• [PROBLEM REQUIREMENTS] Pull every line containing "padding" from the entries.

• [MATERIAL FOR THIS EXERCISE]

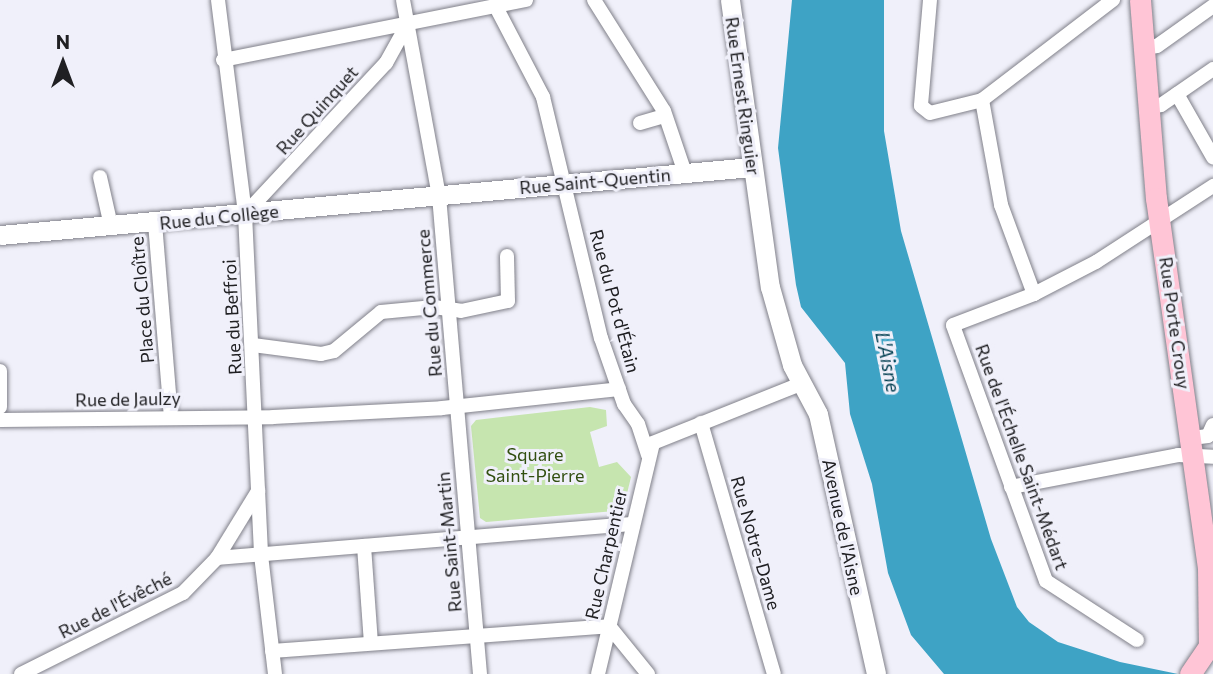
<!DOCTYPE html>
<meta charset="utf-8">
<style>
body{margin:0}
#map{position:relative;width:1213px;height:674px;overflow:hidden;background:#f0f0fa;font-family:Commissioner,sans-serif}
div>[style]{position:absolute}
.green>*{inset:0;background:#c6e5af}
.water>*{inset:0;background:#3ea3c5}
.roads{filter:drop-shadow(0 0 2px #808089) drop-shadow(0 0 2px #808089)}
.street>*{height:14px;margin:-7px;padding:0 7px;transform-origin:7px;border-radius:7px;background:#fff}
.secondary>*{height:19px;margin:-9.5px;padding:0 9.5px;transform-origin:9.5px;border-radius:9.5px;background:#fff}
.primary>*{height:21px;margin:-10.5px;padding:0 10.5px;transform-origin:10.5px;border-radius:10.5px;background:#ffc5d6}
span{translate:-50% -50%;white-space:nowrap;text-align:center;line-height:1.15;-webkit-text-stroke:6px #f0f0fa;paint-order:stroke}
.street-label{font-size:18px;color:#202023}
.park-label{font-size:18px;color:#314f10}
.water-label{font-size:19px;color:#003e50;font-style:italic}
.north{position:absolute;left:28px;top:28px;width:70px;height:70px;-webkit-text-stroke:5px #f0f0fa;paint-order:stroke;rotate:0deg;font-size:19px;font-weight:700;line-height:28px;text-align:center;color:#202023}
.north::after{content:'';display:block;margin:auto;width:24px;height:32px;background:#202023;clip-path:polygon(50% 0,100% 100%,50% 72%,0 100%)}
</style>
<div id="map">
<div class="green">
<i style="clip-path:polygon(590px 407px,606px 410px,607px 426px,590px 432px,599px 467px,617px 462px,631px 477px,624px 506px,615px 511px,486px 522px,480px 518px,471px 426px,476px 420px)"></i>
</div>
<div class="water">
<i style="clip-path:polygon(792px 0,884px 0,884px 131px,901px 231px,991px 539px,1017px 607px,1029px 622px,1058px 642px,1120px 662px,1178px 674px,944px 674px,911px 635px,888px 573px,872px 484px,850px 414px,845px 363px,801px 307px,796px 285px,778px 148px)"></i>
</div>
<div class="roads">
<div class="street">
<i style="left:218px;top:0;width:216px;rotate:82.8deg"></i>
<i style="left:245px;top:214px;width:341px;rotate:87.3deg"></i>
<i style="left:261px;top:555px;width:120px;rotate:83.3deg"></i>
<i style="left:403px;top:0;width:199px;rotate:79.6deg"></i>
<i style="left:439px;top:196px;width:480px;rotate:85.1deg"></i>
<i style="left:594px;top:0;width:131px;rotate:57.8deg"></i>
<i style="left:664px;top:111px;width:65px;rotate:71.3deg"></i>
<i style="left:930px;top:0;width:106px;rotate:94.9deg"></i>
<i style="left:921px;top:106px;width:11px;rotate:38deg"></i>
<i style="left:930px;top:113px;width:54px;rotate:-14deg"></i>
<i style="left:982px;top:100px;width:165px;rotate:-37.4deg"></i>
<i style="left:495px;top:5px;width:104px;rotate:62.4deg"></i>
<i style="left:543px;top:97px;width:248px;rotate:76.5deg"></i>
<i style="left:601px;top:338px;width:70px;rotate:70.8deg"></i>
<i style="left:624px;top:404px;width:24px;rotate:55deg"></i>
<i style="left:638px;top:424px;width:33px;rotate:72deg"></i>
<i style="left:1144px;top:48px;width:13px;rotate:-9deg"></i>
<i style="left:1157px;top:46px;width:69px;rotate:-35.5deg"></i>
<i style="left:223px;top:60px;width:309px;rotate:-11.2deg"></i>
<i style="left:1177px;top:94px;width:73px;rotate:60.3deg"></i>
<i style="left:982px;top:100px;width:107px;rotate:79.7deg"></i>
<i style="left:1001px;top:205px;width:95px;rotate:69.7deg"></i>
<i style="left:1150px;top:107px;width:11px;rotate:-10deg"></i>
<i style="left:1161px;top:105px;width:63px;rotate:-34.7deg"></i>
<i style="left:640px;top:123px;width:26px;rotate:-16deg"></i>
<i style="left:100px;top:177px;width:50px;rotate:77.3deg"></i>
<i style="left:245px;top:214px;width:207px;rotate:-47deg"></i>
<i style="left:386px;top:63px;width:43px;rotate:-61.1deg"></i>
<i style="left:155px;top:223px;width:195px;rotate:85.3deg"></i>
<i style="left:253px;top:345px;width:69px;rotate:7.5deg"></i>
<i style="left:321px;top:354px;width:13px;rotate:-13deg"></i>
<i style="left:334px;top:351px;width:61px;rotate:-39.7deg"></i>
<i style="left:381px;top:312px;width:53px;rotate:-5.4deg"></i>
<i style="left:434px;top:307px;width:27px;rotate:8deg"></i>
<i style="left:461px;top:311px;width:48px;rotate:-12deg"></i>
<i style="left:508px;top:301px;width:45px;rotate:-91.3deg"></i>
<i style="left:0;top:371px;width:36px;rotate:90deg"></i>
<i style="left:0;top:420px;width:273px;rotate:-0.6deg"></i>
<i style="left:273px;top:417px;width:169px;rotate:-3deg"></i>
<i style="left:442px;top:408px;width:178px;rotate:-6.1deg"></i>
<i style="left:701px;top:423px;width:261px;rotate:73.8deg"></i>
<i style="left:1192px;top:438px;width:16px;rotate:-7deg"></i>
<i style="left:1208px;top:436px;width:12px;rotate:-66deg"></i>
<i style="left:1011px;top:487px;width:170px;rotate:-10.8deg"></i>
<i style="left:1178px;top:455px;width:35px;rotate:3deg"></i>
<i style="left:364px;top:546px;width:97px;rotate:85.9deg"></i>
<i style="left:217px;top:558px;width:415px;rotate:-4.7deg"></i>
<i style="left:609px;top:626px;width:62px;rotate:50.9deg"></i>
<i style="left:1137px;top:640px;width:108px;rotate:-147deg"></i>
<i style="left:1046px;top:581px;width:272px;rotate:-110deg"></i>
<i style="left:953px;top:325px;width:87px;rotate:-20.9deg"></i>
<i style="left:1034px;top:294px;width:70px;rotate:-27.3deg"></i>
<i style="left:1096px;top:262px;width:140px;rotate:-33deg"></i>
<i style="left:272px;top:651px;width:338px;rotate:-4.2deg"></i>
<i style="left:21px;top:674px;width:181px;rotate:-26.6deg"></i>
<i style="left:183px;top:593px;width:49px;rotate:-45.8deg"></i>
<i style="left:217px;top:558px;width:79px;rotate:-58.5deg"></i>
<i style="left:598px;top:674px;width:237px;rotate:-76.6deg"></i>
<i style="left:653px;top:443px;width:162px;rotate:-21.8deg"></i>
</div>
<div class="secondary">
<i style="left:730px;top:0;width:290px;rotate:82.1deg"></i>
<i style="left:770px;top:287px;width:81px;rotate:74.2deg"></i>
<i style="left:792px;top:365px;width:55px;rotate:62deg"></i>
<i style="left:818px;top:414px;width:266px;rotate:77.4deg"></i>
<i style="left:0;top:235px;width:754px;rotate:-5.17deg"></i>
</div>
<div class="primary">
<i style="left:1140px;top:0;width:199px;rotate:85.4deg"></i>
<i style="left:1156px;top:198px;width:374px;rotate:82deg"></i>
<i style="left:1208px;top:568px;width:78px;rotate:89.3deg"></i>
<i style="left:1190px;top:674px;width:41px;rotate:-55.9deg"></i>
</div>
</div>
<div class="street-label">
<span style="left:743px;top:96px;rotate:82deg">Rue Ernest Ringuier</span>
<span style="left:317px;top:110px;rotate:-48deg">Rue Quinquet</span>
<span style="left:595px;top:181px;rotate:-5deg">Rue Saint-Quentin</span>
<span style="left:219px;top:217px;rotate:-6deg">Rue du Collège</span>
<span style="left:142px;top:300px;rotate:-95deg">Place du Cloître</span>
<span style="left:615px;top:301px;rotate:75deg">Rue du Pot d'Étain</span>
<span style="left:429px;top:303px;rotate:-95deg">Rue du Commerce</span>
<span style="left:232px;top:317px;rotate:-93deg">Rue du Beffroi</span>
<span style="left:1175px;top:323px;rotate:82deg">Rue Porte Crouy</span>
<span style="left:128px;top:399px;rotate:-1deg">Rue de Jaulzy</span>
<span style="left:1022px;top:457px;rotate:70deg">Rue de l'Échelle Saint-Médart</span>
<span style="left:843px;top:527px;rotate:78deg">Avenue de l'Aisne</span>
<span style="left:449px;top:542px;rotate:-95deg">Rue Saint-Martin</span>
<span style="left:756px;top:543px;rotate:74deg">Rue Notre-Dame</span>
<span style="left:606px;top:554px;rotate:-77deg">Rue Charpentier</span>
<span style="left:115px;top:605px;rotate:-27deg">Rue de l'Évêché</span>
</div>
<div class="park-label">
<span style="left:535px;top:465px">Square<br>Saint-Pierre</span>
</div>
<div class="water-label">
<span style="left:888px;top:362px;rotate:79deg">L'Aisne</span>
</div>
<div class="north">N</div>
</div>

• [WRITTEN ANSWER]
.street>*{height:14px;margin:-7px;padding:0 7px;transform-origin:7px;border-radius:7px;background:#fff}
.secondary>*{height:19px;margin:-9.5px;padding:0 9.5px;transform-origin:9.5px;border-radius:9.5px;background:#fff}
.primary>*{height:21px;margin:-10.5px;padding:0 10.5px;transform-origin:10.5px;border-radius:10.5px;background:#ffc5d6}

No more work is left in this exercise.